First, from a simple system to start
The figure is a system consisting of a, b two dots, wherein a mass of ma, b is a mass mb. We can balance the principle of leverage, we determined these two points of focus (to k). which is:
(k.x-a.x)mag1=(b.x-k.x)mbg2
k.x=(a.x*mag1+b.x*mbg2)/(mag1+mbg2)
A uniform gravitational field, i.e., like a case where g1 = g2, and center of gravity coincides with the center of mass, thus center of mass of this system is:
kx = (ax + BX * in * mb) / (at + mb)
Two systems, a plurality of points
1. three points
Add point c, point c is set at a mass mc, we put a, b as a subsystem, so that the quality of the subsystem mk, then mk = (ma + mb). The system is provided particle coordinate point l, the same manner can be deduced:
LX = (kx * mk + cx * mc) / (mk + mc) = (Ax * ma + bx * mb + cx * mc) / (ma + mb + mc);
ly = (ky * mk + Cy * mc) / (mk + mc) = (ay * ma + by * mb + Cy * mc) / (ma + mb + mc);
2. The plurality of points
By extension, we can find that there are n points of the center of mass of the system, where p1, p2 ... to coordinate the plurality of points, m1, m2 ... for the corresponding point of quality:
ln.x = (p1.x * m1 + p2.x * m2 + p3.x * m3 + ... + pn.x * mn) / (m1 + m2 + m3 + ... + mn); ln.y = (p1.y * m1 + p2.y * m2 + p3.y * m3 + ... + pn.y * mn) / (m1 + m2 + m3 + ... + mn);
Third, find the centroid of the triangle
Triangle centroid of triangle equivalent to the system by three vertices of the centroid, and the same quality of three vertices, i.e., ma = mb = mc, apply the above equation, we obtain:
x=(x1+x2+x3)/3; y=(y1+y2+y3)/3;
Fourth, find the centroid of a convex polygon
First consider the case where a quadrangle, we let each vertex mass is m, then the three points classified as system 1, system 2 is further classified point. Mass of the system 1 and system 2 and the centroid is known, according to the principle of the lever balance, can be obtained quadrilateral centroid:
x=(x1+x2+x3+x4)/4; y=(y1+y2+y3+x4)/4;
The same can be obtained by a convex polygon with n vertices centroid is:
x = (x1 + x2 + x3 + ... + xn) / n; y = (y1 + y2 + y3 + ... + a) / n;
Fifth, seeking concave polygon centroid
For concave polygon can not be calculated according to the above embodiment, as described above only considers the case where the point, but did not consider the pattern thereof. For concave polygon, the vertices of the same distribution, different compositions may be polygonal, their centroid vary greatly, as shown below:
For concave edge shape, we can put it into the system a plurality of triangles, where each triangle can be abstracted as a point p with the quality, the position of the point of the centroid of the triangle, and the triangle is proportional to the area of mass points, i.e., m = s * k.
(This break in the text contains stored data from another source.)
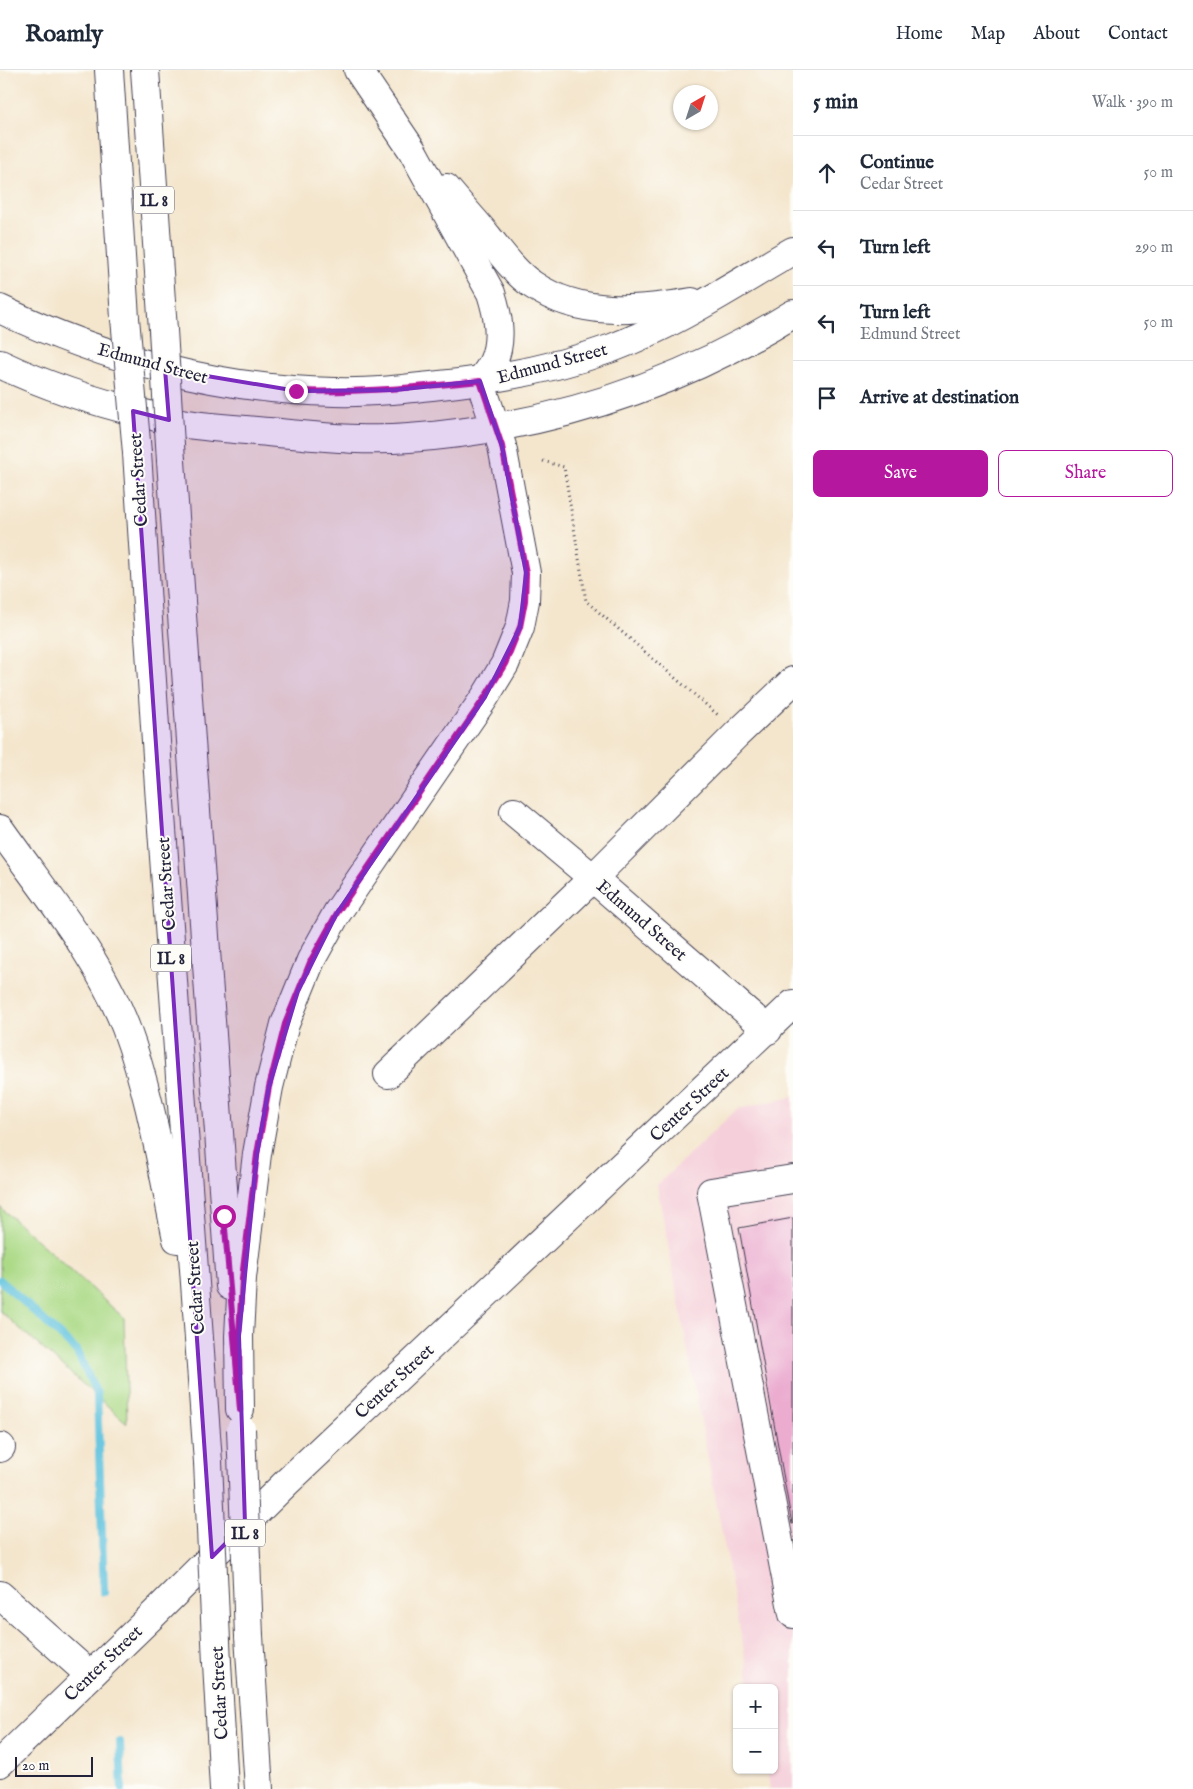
<!DOCTYPE html>
<html lang="en">
<head>
<meta charset="utf-8">
<style>
  body { margin:0; font-family:"IM FELL English",serif; background:#f6f6f7; color:#1f2937 }
  .controls { position:absolute; right:15px; bottom:15px; display:grid; overflow:hidden; border-radius:8px; box-shadow:0 1px 4px #0004 }
  .controls button { width:45px; height:45px; display:grid; place-items:center; padding:0; border:0; border-bottom:1px solid #e0e1e3; background:#fff; color:#1f2937; font:25px sans-serif }
  .compass { position:absolute; left:673px; top:15px; width:45px; height:45px; border-radius:50%; background:#fff; box-shadow:0 1px 4px #0004; rotate:39deg }
  .scale { position:absolute; left:15px; bottom:12px; width:78px; box-sizing:border-box; padding-left:5px; border:2px solid #22223b; border-top:0; font-size:14px; line-height:18px; white-space:nowrap; color:#22223b; -webkit-text-stroke:4px #fdfcf7; paint-order:stroke }
  .stop { position:absolute; width:15px; height:15px; margin:-11px; border:4px solid #b5179e; border-radius:50%; background:#fff }
  .stop.end { background:#b5179e; border-color:#fff; box-shadow:0 1px 5px #0008 }
  .list { margin:0; padding:0; list-style:none }
  h2 { display:flex; justify-content:space-between; align-items:center; height:65px; margin:0; padding:0 20px; font-size:21px }
  h2 small { font-size:16px; font-weight:400; color:#747a83 }
  .list li { display:grid; grid-template-columns:32px 1fr auto; gap:15px; align-items:center; box-sizing:border-box; height:75px; padding:0 20px; border-top:1px solid #e0e1e3 }
  .list b { display:block; font-size:19px; white-space:nowrap }
  .list p { margin:0; font-size:16px; white-space:nowrap; color:#747a83 }
  .list em { font-size:16px; font-style:normal; color:#747a83 }
  .actions { display:flex; gap:10px; padding:15px 20px }
  .actions a { flex:1; padding:11px 0; border:1px solid #b5179e; border-radius:8px; text-align:center; font-size:18px; color:#b5179e }
  .actions .main { background:#b5179e; color:#fff }
  .icon { flex:none; width:28px; height:28px; fill:none; stroke:currentColor; stroke-width:2; stroke-linecap:round; stroke-linejoin:round }
  .map { position:relative; flex:none; width:793px; height:1719px; overflow:hidden }
  header { display:flex; align-items:center; gap:30px; box-sizing:border-box; height:70px; padding:0 25px; background:#fff; border-bottom:1px solid #e0e1e3 }
  header strong { font-size:24px }
  nav { display:flex; gap:28px; margin-inline-start:auto; font-size:18px }
  main { display:flex }
  aside { flex:1; background:#fff }
  .map>svg:first-child { display:block }
  .built { fill:#f5cfda }
  .green { fill:#acda87; stroke:#677e61 }
  .lines { fill:none; stroke-linecap:round; stroke-linejoin:round }
  .stream { stroke:#5fc2de; stroke-width:8 }
  .building { fill:#ebacd0 }
  .minor-casing { stroke:#423f51; stroke-width:30 }
  .major-casing { stroke:#423f51; stroke-width:30 }
  .path { stroke:#423f51; stroke-width:3; stroke-dasharray:1 4; stroke-linecap:butt }
  .minor { stroke:#fff; stroke-width:28 }
  .major { stroke:#fff; stroke-width:28 }
  .major-bridge-casing { stroke:#423f51; stroke-width:30; stroke-linecap:butt }
  .major-bridge { stroke:#fff; stroke-width:28 }
  .route { stroke:#b5179e; stroke-width:6 }
  .marked { fill:#7b2cbf; fill-opacity:0.2; stroke:#7b2cbf; stroke-width:4; stroke-linejoin:round }
  .labels { text-anchor:middle; stroke-width:4; stroke-linejoin:round; paint-order:stroke }
  .shield { fill:#fdfcf7; stroke:#646373; stroke-width:1 }
  .shield-label { font-size:16px; font-weight:bold; fill:#22223b }
  .street-label { font-size:18px; fill:#22223b; stroke:#fdfcf7 }
</style>
</head>
<body>
<header>
<strong>Roamly</strong>
<nav><a>Home</a><a>Map</a><a>About</a><a>Contact</a></nav>
</header>
<main>
<div class="map">
<svg width="793" height="1719" viewBox="0 0 793 1719">
  <rect width="100%" height="100%" fill="#fdfcf7"/>
  <filter id="ink" filterUnits="userSpaceOnUse"><feTurbulence type="fractalNoise" baseFrequency=".02" numOctaves="2"/><feDisplacementMap in="SourceGraphic" scale="10" xChannelSelector="R" yChannelSelector="G"/><feConvolveMatrix kernelMatrix="1 2 1 2 8 2 1 2 1" color-interpolation-filters="sRGB"/></filter>
  <filter id="wash" filterUnits="userSpaceOnUse"><feTurbulence type="fractalNoise" baseFrequency=".0096" numOctaves="4" result="noise"/><feDisplacementMap in="SourceGraphic" scale="20" xChannelSelector="R" yChannelSelector="G"/><feGaussianBlur stdDeviation="1.12" result="paint"/><feColorMatrix in="noise" values="0 0 0 0 0 0 0 0 0 0 0 0 0 0 0 0 0 1.4 0 .05"/><feComposite in="paint" operator="in"/></filter>
  <g filter="url(#wash)">
    <rect width="100%" height="100%" fill="#f4e6cd"/>
    <!-- built -->
    <path class="built" d="M793,1027v692h-23l-3,-19h7v-82h-23l-94,-503 80,-76z"/>
    <!-- green -->
    <path class="green" d="M0,1137l124,111 3,105 -127,-112z"/>
    <g class="lines">
      <!-- stream -->
      <g class="stream">
        <path d="M0,1210l76,70 21,44 7,198"/>
        <path d="M120,1672l2,47"/>
      </g>
    </g>
    <g id="blocks">
      <!-- building -->
      <path class="building" d="M793,1148v306h-1l-53,-296z"/>
    </g>
  </g>
  <g filter="url(#ink)">
    <use href="#blocks" fill-opacity="0" stroke="#423f51" stroke-width="1"/>
    <g class="lines">
      <defs>
        <g id="minor">
          <path d="M514,742l79,66 175,152"/>
          <path d="M388,1004l205,-196 143,-143 57,-54"/>
          <path d="M793,1109l-82,13 82,422"/>
          <path d="M0,1378l1,-1"/>
          <path d="M0,1525l90,80"/>
          <path d="M0,1693l155,-150 132,-131 506,-478"/>
        </g>
        <g id="major">
          <path d="M109,0l16,248"/>
          <path d="M145,0l18,260"/>
          <path d="M446,118c14,17 29,33 42,49 14,17 27,36 45,48 47,32 106,26 159,17"/>
          <path d="M0,239c104,50 220,81 335,83 35,1 70,-3 105,-7 58,-6 117,-17 172,-37 64,-24 122,-63 181,-97"/>
          <path d="M0,294c46,22 95,38 145,50 12,3 24,7 36,9 29,5 58,6 87,9 47,4 94,10 141,6 138,-10 266,-51 384,-124"/>
          <path d="M137,383l23,349 48,660"/>
          <path d="M171,391l59,825"/>
          <path d="M0,759c45,64 98,126 126,199 25,68 36,141 51,211"/>
          <path d="M240,1339l-1,-73 3,-58 15,-124 12,-67 16,-63 26,-64 26,-47 148,-216 20,-33 15,-37 5,-26 1,-28 -24,-127 -22,-65c5,-6 10,-13 13,-19 10,-23 5,-47 -2,-69l-79,-143 -54,-80"/>
          <path d="M249,1566l10,153"/>
          <path d="M217,1593l7,126"/>
        </g>
      </defs>
      <!-- minor casing -->
      <use href="#minor" class="minor-casing"/>
      <!-- major casing -->
      <use href="#major" class="major-casing"/>
      <!-- path -->
      <path class="path" d="M543,391l21,6 22,134 132,114"/>
      <!-- minor -->
      <use href="#minor" class="minor"/>
      <!-- major -->
      <use href="#major" class="major"/>
      <defs>
        <g id="major-bridge">
          <path d="M125,248l12,135"/>
          <path d="M163,260l8,131"/>
          <path d="M241,1359l8,207"/>
          <path d="M208,1392l9,201"/>
        </g>
      </defs>
      <!-- major-bridge casing -->
      <use href="#major-bridge" class="major-bridge-casing"/>
      <!-- major-bridge -->
      <use href="#major-bridge" class="major-bridge"/>
    </g>
  </g>
  <g class="lines" filter="url(#ink)">
    <!-- route -->
    <path class="route" d="M224,1146l16,194 -1,-74 3,-58 15,-124 12,-67 16,-63 26,-64 26,-47 148,-216 20,-33 15,-37 5,-26 1,-28 -24,-127 -22,-65c-61,6 -122,12 -184,10"/>
  </g>
  <!-- marked area -->
  <path class="marked" d="M165,299l132,22 98,-1 85,-9 22,65 24,127 -6,54 -35,70 -148,216 -39,78 -29,96 -12,67 -18,182 6,188 -33,33 -79,-1146 36,9z"/>
  <g class="labels">
    <!-- shield labels -->
    <g class="shield">
      <rect x="134" y="116.5" width="40" height="27" rx="4"/>
      <rect x="151" y="874.5" width="40" height="27" rx="4"/>
      <rect x="225" y="1449.5" width="40" height="27" rx="4"/>
    </g>
    <g class="shield-label">
      <text x="154" y="136">IL 8</text>
      <text x="171" y="894">IL 8</text>
      <text x="245" y="1469">IL 8</text>
    </g>
    <!-- street labels -->
    <g class="street-label">
      <text transform="translate(153 293) rotate(15)" y="6">Edmund Street</text>
      <text transform="translate(552 293) rotate(-15)" y="6">Edmund Street</text>
      <text transform="translate(138 410) rotate(-94)" y="6">Cedar Street</text>
      <text transform="translate(166 814) rotate(-94)" y="6">Cedar Street</text>
      <text transform="translate(642 850) rotate(41)" y="6">Edmund Street</text>
      <text transform="translate(689 1034) rotate(-43)" y="6">Center Street</text>
      <text transform="translate(195 1218) rotate(-94)" y="6">Cedar Street</text>
      <text transform="translate(394 1311) rotate(-43)" y="6">Center Street</text>
      <text transform="translate(103 1593) rotate(-44)" y="6">Center Street</text>
      <text transform="translate(219 1623) rotate(-93)" y="6">Cedar Street</text>
    </g>
  </g>
</svg>
<div class="controls">
<button>+</button>
<button>−</button>
</div>
<svg class="compass" viewBox="-18 -18 36 36"><path d="M0-13l5 13h-10z" fill="#e53935"/><path d="M0 13l5-13h-10z" fill="#747a83"/></svg>
<div class="scale">20 m</div>
<div class="stop" style="left:224px;top:1146px"></div>
<div class="stop end" style="left:296px;top:321px"></div>
</div>
<aside>
<h2>5 min<small>Walk · 390 m</small></h2>
<ul class="list">
<li><svg class="icon" aria-label="ahead" viewBox="0 0 24 24"><path d="M12 20V5M6 11l6-6 6 6"/></svg><div><b>Continue</b><p>Cedar Street</p></div><em>50 m</em></li>
<li><svg class="icon" aria-label="left" viewBox="0 0 24 24"><path d="M17 20v-9H6M10 6l-5 5 5 5"/></svg><div><b>Turn left</b></div><em>290 m</em></li>
<li><svg class="icon" aria-label="left" viewBox="0 0 24 24"><path d="M17 20v-9H6M10 6l-5 5 5 5"/></svg><div><b>Turn left</b><p>Edmund Street</p></div><em>50 m</em></li>
<li><svg class="icon" aria-label="arrive" viewBox="0 0 24 24"><path d="M6 21V4h12l-3 4 3 4H6"/></svg><div><b>Arrive at destination</b></div></li>
</ul>
<div class="actions"><a class="main">Save</a><a>Share</a></div>
</aside>
</main>
</body>
</html>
The formula to solve the centroid of the system of n points, the concave edge shape can be obtained centroid Solving equation:
x=(p1.x*s1+p2.x*s2+p3.x*s3+...+pn.x*sn)/(s1+s2+s3+...+sn); y=(p1.y*s1+p2.y*s2+p3.y*s3+...+pn.y*sn)/(s1+s2+s3+...+sn);
Wherein p1, p2, p3 ... triangular centroid, s1, s2, s3 ... triangular area.
Of course, this formula can also find the centroid of a convex polygon.
Six technical knowledge
1. Known apex of the triangle area of a triangle seek
Can be calculated using the vector cross product of two sides of the triangular configuration wherein the reference: dot product and cross product
2. polygon triangulation
Solving concave polygon centroid, need more polygons into triangles, you can self-correlation algorithm search elements, then I will write a special article discussion.